Now, the goal is to stay in the NHL long term.
“You have to have smart players and his hockey IQ is pretty high,” Lightning coach Rick Tocchet said. “He’s not flashy, he’s not going to kill people [with hits], he’s not going to go on end-to-end rushes. But his hockey sense is very good and we need those types of players.”
Miller’s depth of knowledge and versatility on the ice is not hard to figure out when you look at his hockey family tree. He was the 10th member of his family to play at perennial NCAA power Michigan State, including his grandfather Butch, father Dean and brother Ryan, who is now the No. 1 goalie for the Buffalo Sabres. Cousins Kevin, Kelly and Kip Miller also played for the Spartans and later combined for 2,117 NHL games. Ryan, who Drew played against once in the NHL, and Kip won Hobey Baker Awards, as collegiate hockey’s top players.
There were no big outdoor games at holiday gatherings. It was time to relax and get away from the game. But Christmas was always fun for Drew.
“They’d bring back sticks from some of the players they played with in the NHL,” Miller said of his cousins. “That was the highlight of my winter.”
Miller was born in Dover, N.J., moved to Boston, but spent most of his youth in Michigan. He began his junior career with the Capital Centre Pride (Mich.) of the North American Hockey League. Early in his third season, Miller moved on to the U.S. Hockey League with the River City Lancers (now Omaha).
Michigan State brought Miller in for the 2003-04 season and he played 125 games over the next three years for the Spartans. Miller produced 35 goals and 41 assists in 84 games over his last two seasons. He was the team MVP, leading the Spartans to the CCHA title in 2005-06, and was named the league’s best defensive forward.
“My dad played both defense and forward,” Miller said. “He always told me to understand and know how to play defense. He said it will help you down the road. It’s just something that evolved in my game. I really took pride in blocking shots and being defensively strong.”
Anaheim, who picked Miller in the sixth round of the 2003 NHL Entry Draft, signed him to an entry-level contract in May of 2006. Portland Pirates coach Kevin Dineen put Miller right in the lineup for a second-round playoff series game against the Hartford Wolf Pack.
Miller, who played 79 games with Portland (16 goals, 20 assists) the following season, said he learned a lot from Dineen, the long-time Hartford Whalers standout who was a teammate of Tocchet in Philadelphia and Lightning Executive Vice President and General Manager Brian Lawton in Hartford.
“He is a great coach,” Miller said. “He gave me a chance to progress as a player and passed on a lot of valuable things.”

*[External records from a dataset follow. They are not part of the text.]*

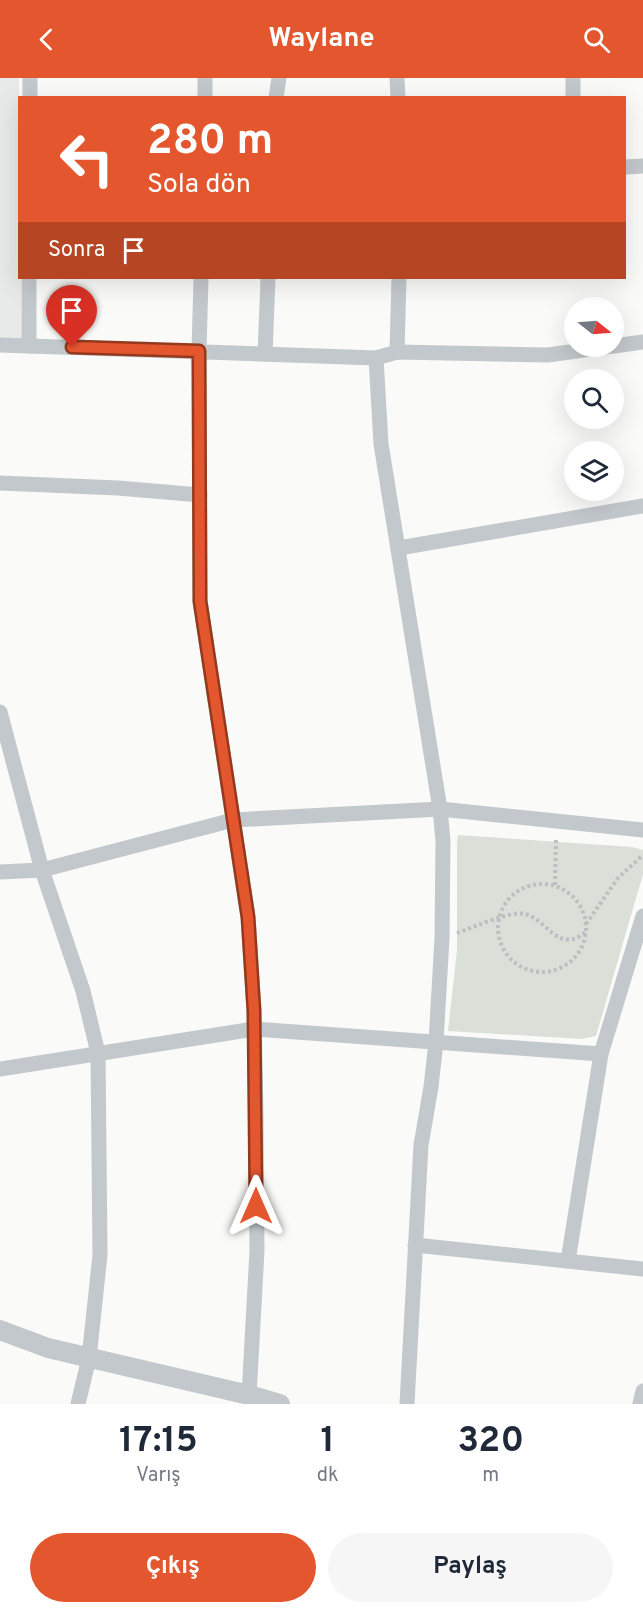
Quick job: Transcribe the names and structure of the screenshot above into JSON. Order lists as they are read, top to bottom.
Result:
{
  "north": "right",
  "page": {
    "header": "Waylane",
    "turn": ["280 m", "Sola dön"],
    "then": "Sonra",
    "eta": [
      "17:15",
      "Varış",
      "1",
      "dk",
      "320",
      "m"
    ],
    "buttons": ["Çıkış", "Paylaş"]
  }
}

The Ducks thought enough of Miller’s minor-league season to slide him into Game 5 against Minnesota in the first round of the playoffs. Miller also played in the first two games of the finals against Ottawa, subbing for injured Chris Kunitz on a line with Teemu Selanne and Andy McDonald. Miller caused a turnover to help set up his linemates for the first goal of the series and the Ducks went on to win the Stanley Cup.
“Playing with those two guys in that spot was a great experience,” Miller said. “It’s something I will cherish forever.”
Miller couldn’t quite catch on for a full-time NHL job with the Ducks over the last two regular seasons, playing 26 games in 2007-08 and 27 last season. He did, however, play 13 playoff games for the Ducks last season. Miller had two goals and an assist, playing primarily with Todd Marchant and Rob Niedermayer on a checking line.
Changes were expected with the Ducks. But Miller was surprised he was the one to be traded.
“I just had to let it sink in and think about it a little bit,” Miller said. “Afterward, I realized it’s a good move for me. I’m hoping to get a better opportunity here.”
Miller is ready to take on the challenge.
“I want to be someone they can count on to be a responsible, smart player on the ice and to work hard on every shift,” Miller said. “That’s something I take pride in and it’s something I want to bring to this team.”